Hz. Htice, insanlra yakın, soğuk durmayan, ötekileştirmeyen, ayırım yapmayan, köle vasıflı insanları kendi özel misafirleri gibi ağırlayan annemiz, Peygamberimiz (sav)'in ilk vahiy halinde duygusal davranmayıp, onun halini çözmeye çalışan kutlu kadın...
Resullullah Efendimizi her görüşünde ilk kez görüyormuş gibi heyecanlanır '' Can Güneşim'' gibi güzel sözlerle karşılar. O'nun hissettiklerini hisseder, O'nu tutkuyla sever, şefkatle korur.

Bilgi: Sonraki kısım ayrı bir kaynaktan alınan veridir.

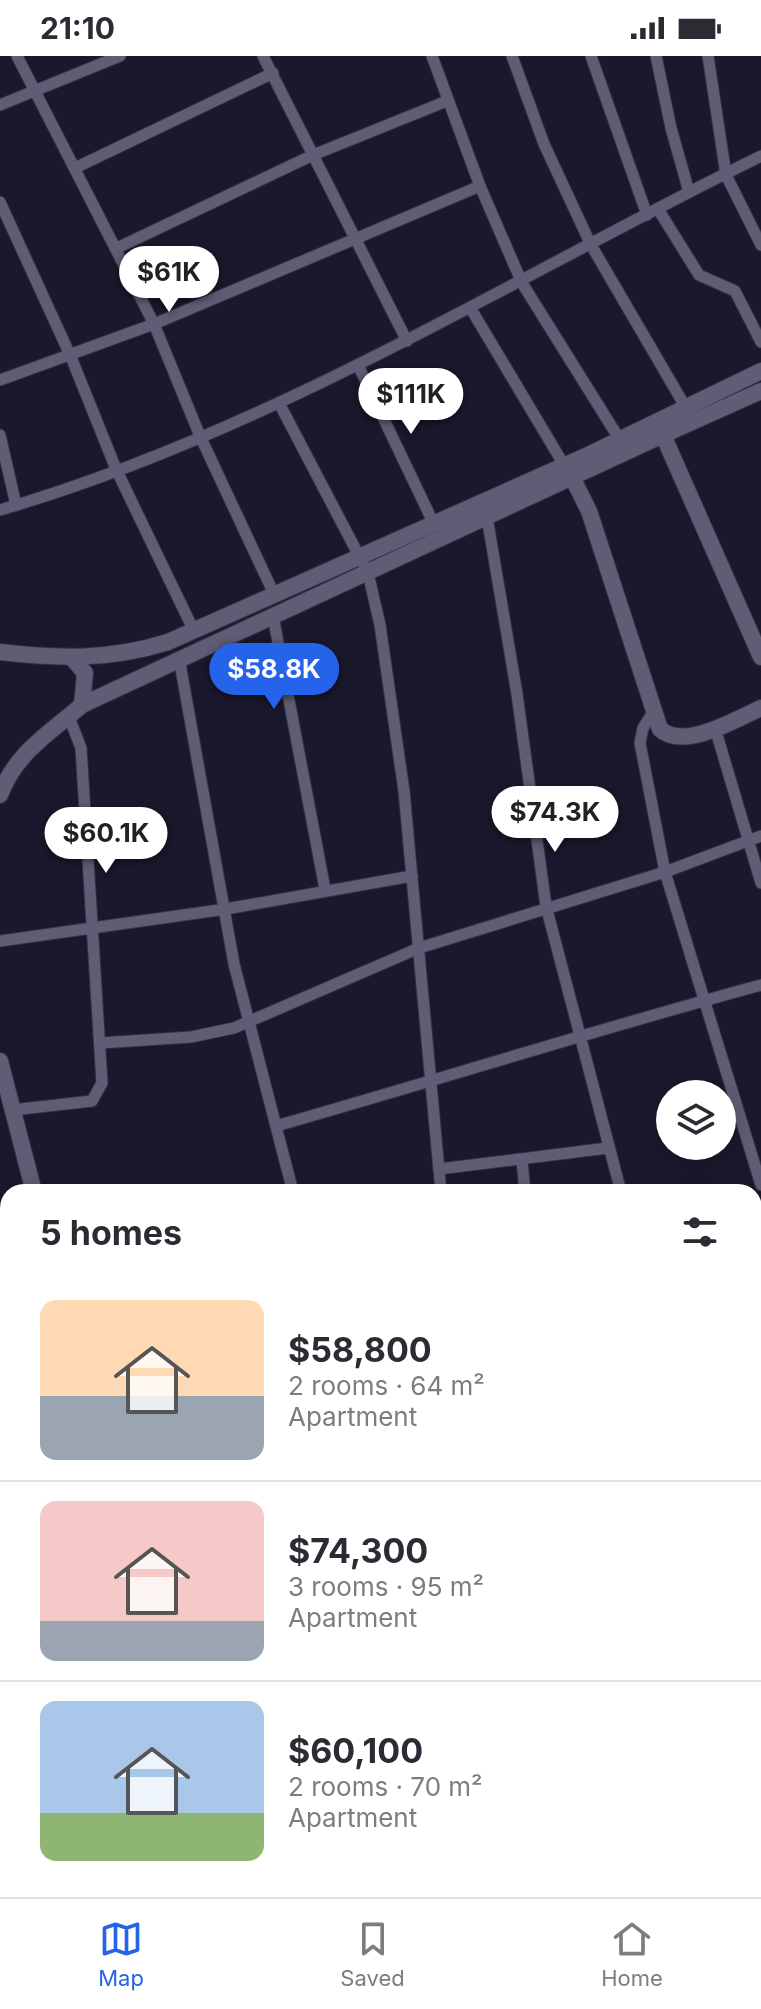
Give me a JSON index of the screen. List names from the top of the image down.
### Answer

Hz. Muhammed (sav) Hz. Aişe'ye şöyle buyurur;
'' Kimse bana inanmadığı zaman bana inanan o idi, herkes Allah'a ortak koşarken o müslümanlığı kabul etmişti, benim yardımcım yok iken o bana yardım ediyordu''

Hz. Hatice (ra) Resullulllah Efendimiz (sav) 'in ayetin gelişi anındaki heyecanına ortak olur, tekbir getirdiğinde tekbir getirir, sevindiğinde sevinir, üzüldüğünde O'nunla üzülür. Hz. Hatice içi coşkun bir nehir gibi akarken huzur veren bir dinginlikle O'nun üzüntüsünü gidermeye çalışırdı. Peygamber Efendimiz Hz. Hatice'nin bu özelliğini şöyle dile getirmiştir;
'' Onun gönlünde hiç kimsede olmayan bir özellik vardı. İnsanın gönlündeki hüznü bir vakum gibi çeker alırdı'' der ve Hatice'sinin (ra) kendi aleminin hanımlarının efendisi olduğunu söyler.

Hz. Hatice der ki;
'' Kureyşli hiç bir kadın benim tattığım nimetleri tatmadı. Belki şu dünyada hiç bir kadın benim elde ettiğim şerefe ermedi. Dünyada Muhammed Mustafa (sav)'in zevcesi olmam şerefi yetip arttığı gibi müminlerin annesi olmam en büyük nimettir.''

Hz. Hatice '' Ben inanırım, kimseler inanmasa da ben inanırım'' diyen imanlı annemiz; azimli, sabırlı, teslimiyetli, güçlü annemiz...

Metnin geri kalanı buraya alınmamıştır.